- Traditional Change Models
- Disparate Change Groups
- Uncontained Change
- No Standard Change Approach
- Tools Focus
- Reliance on Benchmarking
- Changes Are Not Based On Data, Good Data, Or The Right Data
- Changes Made Based On Symptoms, Not Causes
- Systems Versus Processes
- Focus On People, Not On Process
- Lack of Context for Solutions
- Adding Versus Subtracting (Patching)
- Poor Implementation
- No Emphasis On Control
- Management Versus Leadership
Disparate Change Groups
In most hospitals there are multiple change groups and modes in operation, to name a few: local management-sanctioned change, clinical quality groups, nursing leadership, compliance groups, operations groups, senior executives, medical quality groups, and so on.
Each team formed is typically woefully underresourced and must fight to get meeting time (and often space), and often multiple teams are focused on resolving problems in the same target process. Project 1 can’t get team time because another team meeting for Project 2 involving the same people is meeting at the same time (sometimes even related to the same process issues).
Quality improvement (typically limited to clinical quality) is managed separately from operational improvement. The quality organization is usually a disconnected silo, too often focused primarily on regulatory compliance, and often plays second fiddle to any operations group. Many a quality group has asked how they might get support from operations when they want to run a project. Surely this is the tail trying to wag the dog. Would it not be more appropriate for the operations group to be frequently approaching the quality group in search of the skills and resources for operational improvement projects?
Quality groups instead spend valuable time canvassing to get the right people in the room and aren’t empowered to recruit the organizational manpower they need.
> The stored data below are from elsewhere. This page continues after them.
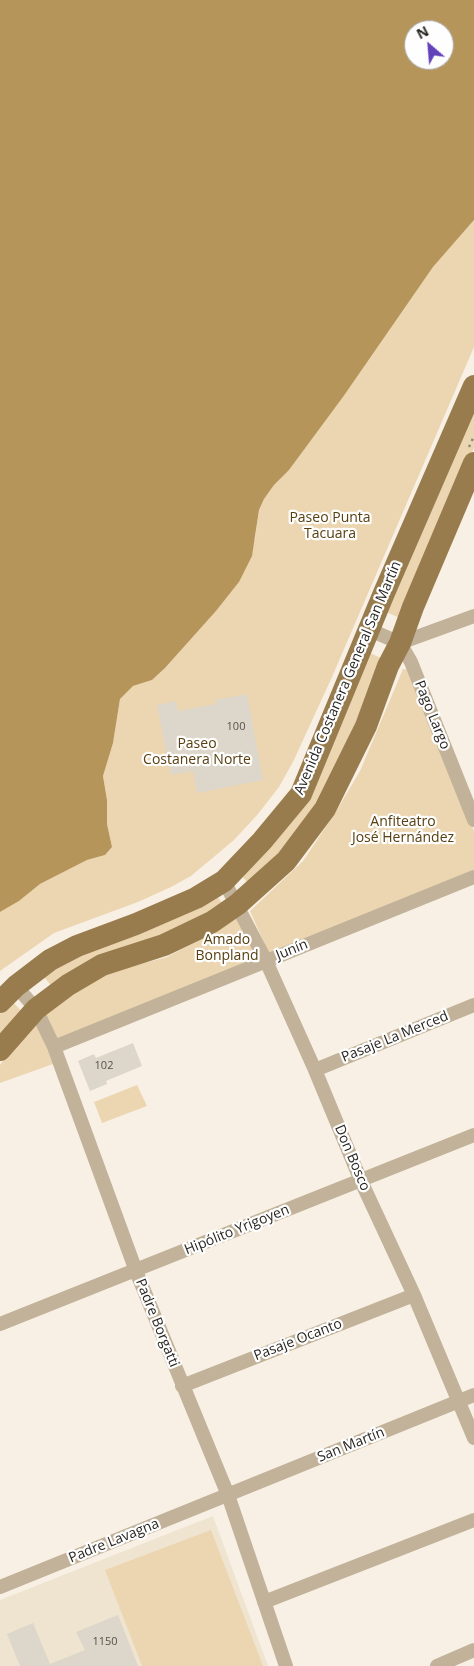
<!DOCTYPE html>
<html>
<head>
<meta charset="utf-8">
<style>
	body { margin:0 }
	#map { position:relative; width:474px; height:1666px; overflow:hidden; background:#f8f0e4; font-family:"Open Sans",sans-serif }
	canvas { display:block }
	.north { position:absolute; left:404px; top:20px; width:50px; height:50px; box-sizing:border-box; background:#fefefe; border:1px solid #a8a7a6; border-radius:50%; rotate:333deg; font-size:14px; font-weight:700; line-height:20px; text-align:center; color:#282521 }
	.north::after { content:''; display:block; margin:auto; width:18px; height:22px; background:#6241b9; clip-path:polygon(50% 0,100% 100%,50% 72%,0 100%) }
</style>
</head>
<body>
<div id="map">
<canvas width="474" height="1666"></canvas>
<div class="north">N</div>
</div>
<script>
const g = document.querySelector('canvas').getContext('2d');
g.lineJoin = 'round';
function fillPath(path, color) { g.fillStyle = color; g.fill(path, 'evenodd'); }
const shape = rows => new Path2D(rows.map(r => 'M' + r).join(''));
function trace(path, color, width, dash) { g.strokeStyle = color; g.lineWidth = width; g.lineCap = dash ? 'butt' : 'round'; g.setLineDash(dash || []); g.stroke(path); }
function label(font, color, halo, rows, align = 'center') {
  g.font = font + ' "Open Sans",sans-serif'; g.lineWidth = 4.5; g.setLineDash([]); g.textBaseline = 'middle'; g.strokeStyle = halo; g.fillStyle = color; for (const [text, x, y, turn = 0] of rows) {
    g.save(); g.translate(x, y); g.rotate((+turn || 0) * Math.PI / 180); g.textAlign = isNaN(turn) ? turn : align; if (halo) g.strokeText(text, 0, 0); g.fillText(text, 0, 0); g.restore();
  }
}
const built = shape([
	[213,1516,268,1666,0,1666,0,1600]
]);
const green = shape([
	[474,220,474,347,332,677,293,762,279,787,258,814,234,840,191,876,171,887,138,902,54,933,0,971,0,912,19,901,40,884,87,860,105,855,112,847,107,824,107,800,103,776,113,743,120,699,133,686,152,680,165,668,216,611,239,582,255,539,259,510,264,499,274,485,289,470,343,397,433,267],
	[474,410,474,448,400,618,386,612],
	[370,653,383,659,331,779,308,817,282,850,248,883,239,873,271,840],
	[403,669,410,670,474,831,474,872,270,956,250,911,303,861,335,813,360,771],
	[214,891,222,903,204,919,53,988,44,977,67,960],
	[236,916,257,960,55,1041,42,1010,111,972,167,957,199,940],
	[12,1001,23,1013,0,1040,0,1014],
	[32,1026,38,1026,53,1064,0,1083,0,1065,20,1038],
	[137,1085,147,1106,102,1123,94,1102],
	[211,1530,263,1666,142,1666,105,1570]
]);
const water = shape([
	[0,0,474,0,474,220,433,267,343,397,289,470,274,485,264,499,259,510,252,556,239,582,216,611,165,668,152,680,133,686,120,699,113,743,103,776,107,800,107,824,112,847,105,855,87,860,40,884,19,901,0,912],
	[414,30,444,30,444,60,414,60]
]);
const building = shape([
	[247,694,263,780,197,793,193,771,171,775,157,705,176,701,178,711,216,704,215,700],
	[133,1043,142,1066,106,1081,107,1084,90,1091,78,1061,94,1054,96,1058],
	[118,1615,138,1666,20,1666,7,1634,33,1623,50,1664,85,1650,76,1632]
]);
const path = shape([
	[469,447,474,436]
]);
const minor = shape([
	[370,630,400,643,411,662,474,820],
	[400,643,474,616],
	[224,881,266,961,315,1070,361,1181,414,1295,474,1438],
	[16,986,36,1009,54,1047,136,1271,228,1495,286,1666],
	[54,1047,474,877],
	[315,1070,474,1005],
	[0,1324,474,1135],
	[182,1386,414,1295],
	[0,1587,474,1395],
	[264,1602,474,1520],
	[437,1666,474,1650]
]);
const primary = shape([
	[0,1002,16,986,50,960,77,946,136,924,196,898,224,881,262,841,301,794,384,593,474,386],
	[0,1050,36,1009,68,985,102,965,164,945,212,922,238,904,286,861,325,809,366,726,388,666,400,643,413,607,474,463]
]);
const numberNames = [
	["100",236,727],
	["102",104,1066],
	["1150",105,1642]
];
const parkNames = [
	["Paseo Punta",330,518],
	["Tacuara",330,534],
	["Paseo",197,744],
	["Costanera Norte",197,760],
	["Anfiteatro",403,822],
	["José Hernández",403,838],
	["Amado",227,940],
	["Bonpland",227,956]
];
const streetNames = [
	["Avenida Costanera General San Martín",348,678,-67],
	["Pago Largo",432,715,68],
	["Junín",292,950,-22],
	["Pasaje La Merced",395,1037,-22],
	["Don Bosco",352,1158,67],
	["Hipólito Yrigoyen",237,1230,-22],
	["Padre Borgatti",157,1323,68],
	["Pasaje Ocanto",298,1340,-21],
	["San Martín",351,1445,-22],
	["Padre Lavagna",114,1541,-22]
];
fillPath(built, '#efe4d0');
fillPath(green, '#ecd6b1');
fillPath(water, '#b6955a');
fillPath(building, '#ddd6ca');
trace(path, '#918b83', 2.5, [2.5, 4]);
trace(minor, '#c1b299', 14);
trace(primary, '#987c4d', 22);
label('11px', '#55514b', null, numberNames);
label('14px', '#584011', '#fefefe', parkNames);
label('14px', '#282521', '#fefefe', streetNames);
</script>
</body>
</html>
Oftentimes they just shy away from the difficulty of getting an individual in the room at all and resort to “cubicle projects.”2
Even in operations the functions are siloed, and broad-scoped, cross-functional change is difficult to come by. Take, for example, a typical emergency department, where ED staff function almost entirely independently of the registration staff working side by side in the same process. Due to this siloing of functions, operations, and change groups, change is made in a nonunified way and breakthrough changes (usually found in aligning the handoffs from function to function) are rare.